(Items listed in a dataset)
****************************************

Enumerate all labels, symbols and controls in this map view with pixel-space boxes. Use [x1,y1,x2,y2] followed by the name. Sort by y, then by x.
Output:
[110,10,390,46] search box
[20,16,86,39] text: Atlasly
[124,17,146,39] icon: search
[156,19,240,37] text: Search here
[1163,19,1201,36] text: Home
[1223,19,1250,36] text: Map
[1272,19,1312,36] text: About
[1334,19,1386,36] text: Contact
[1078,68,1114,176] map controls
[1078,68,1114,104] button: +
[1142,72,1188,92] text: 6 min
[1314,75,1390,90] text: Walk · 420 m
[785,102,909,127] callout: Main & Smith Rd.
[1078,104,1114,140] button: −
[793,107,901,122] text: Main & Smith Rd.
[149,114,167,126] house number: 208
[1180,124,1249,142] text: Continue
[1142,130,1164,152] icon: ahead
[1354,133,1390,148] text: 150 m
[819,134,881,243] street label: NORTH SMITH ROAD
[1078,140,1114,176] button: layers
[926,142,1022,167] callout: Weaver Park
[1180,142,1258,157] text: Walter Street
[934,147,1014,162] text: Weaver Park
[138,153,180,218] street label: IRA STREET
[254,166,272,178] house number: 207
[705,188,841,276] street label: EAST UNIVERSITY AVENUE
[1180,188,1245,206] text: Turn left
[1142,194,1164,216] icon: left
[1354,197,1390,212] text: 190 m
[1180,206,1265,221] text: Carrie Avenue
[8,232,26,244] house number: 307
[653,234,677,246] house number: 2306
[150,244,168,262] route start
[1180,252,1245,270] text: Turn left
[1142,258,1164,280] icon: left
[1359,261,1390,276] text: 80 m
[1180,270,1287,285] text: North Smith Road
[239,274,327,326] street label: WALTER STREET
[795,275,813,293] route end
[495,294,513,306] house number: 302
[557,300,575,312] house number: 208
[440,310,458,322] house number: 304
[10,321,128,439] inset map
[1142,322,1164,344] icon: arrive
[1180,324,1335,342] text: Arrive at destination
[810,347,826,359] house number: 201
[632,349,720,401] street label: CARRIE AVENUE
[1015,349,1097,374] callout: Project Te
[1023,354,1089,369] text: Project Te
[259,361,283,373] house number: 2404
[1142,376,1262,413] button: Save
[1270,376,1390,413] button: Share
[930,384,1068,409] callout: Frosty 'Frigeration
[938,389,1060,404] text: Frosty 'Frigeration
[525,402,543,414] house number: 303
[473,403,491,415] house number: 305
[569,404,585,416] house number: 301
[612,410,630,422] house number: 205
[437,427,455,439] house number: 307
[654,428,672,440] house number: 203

****************************************

• EXERCISE BRIEF
Each line above must be reproduced exactly as it stands.

• ANSWER SPACE
Enumerate all labels, symbols and controls in this map view with pixel-space boxes. Use [x1,y1,x2,y2] followed by the name. Sort by y, then by x.
Output:
[110,10,390,46] search box
[20,16,86,39] text: Atlasly
[124,17,146,39] icon: search
[156,19,240,37] text: Search here
[1163,19,1201,36] text: Home
[1223,19,1250,36] text: Map
[1272,19,1312,36] text: About
[1334,19,1386,36] text: Contact
[1078,68,1114,176] map controls
[1078,68,1114,104] button: +
[1142,72,1188,92] text: 6 min
[1314,75,1390,90] text: Walk · 420 m
[785,102,909,127] callout: Main & Smith Rd.
[1078,104,1114,140] button: −
[793,107,901,122] text: Main & Smith Rd.
[149,114,167,126] house number: 208
[1180,124,1249,142] text: Continue
[1142,130,1164,152] icon: ahead
[1354,133,1390,148] text: 150 m
[819,134,881,243] street label: NORTH SMITH ROAD
[1078,140,1114,176] button: layers
[926,142,1022,167] callout: Weaver Park
[1180,142,1258,157] text: Walter Street
[934,147,1014,162] text: Weaver Park
[138,153,180,218] street label: IRA STREET
[254,166,272,178] house number: 207
[705,188,841,276] street label: EAST UNIVERSITY AVENUE
[1180,188,1245,206] text: Turn left
[1142,194,1164,216] icon: left
[1354,197,1390,212] text: 190 m
[1180,206,1265,221] text: Carrie Avenue
[8,232,26,244] house number: 307
[653,234,677,246] house number: 2306
[150,244,168,262] route start
[1180,252,1245,270] text: Turn left
[1142,258,1164,280] icon: left
[1359,261,1390,276] text: 80 m
[1180,270,1287,285] text: North Smith Road
[239,274,327,326] street label: WALTER STREET
[795,275,813,293] route end
[495,294,513,306] house number: 302
[557,300,575,312] house number: 208
[440,310,458,322] house number: 304
[10,321,128,439] inset map
[1142,322,1164,344] icon: arrive
[1180,324,1335,342] text: Arrive at destination
[810,347,826,359] house number: 201
[632,349,720,401] street label: CARRIE AVENUE
[1015,349,1097,374] callout: Project Te
[1023,354,1089,369] text: Project Te
[259,361,283,373] house number: 2404
[1142,376,1262,413] button: Save
[1270,376,1390,413] button: Share
[930,384,1068,409] callout: Frosty 'Frigeration
[938,389,1060,404] text: Frosty 'Frigeration
[525,402,543,414] house number: 303
[473,403,491,415] house number: 305
[569,404,585,416] house number: 301
[612,410,630,422] house number: 205
[437,427,455,439] house number: 307
[654,428,672,440] house number: 203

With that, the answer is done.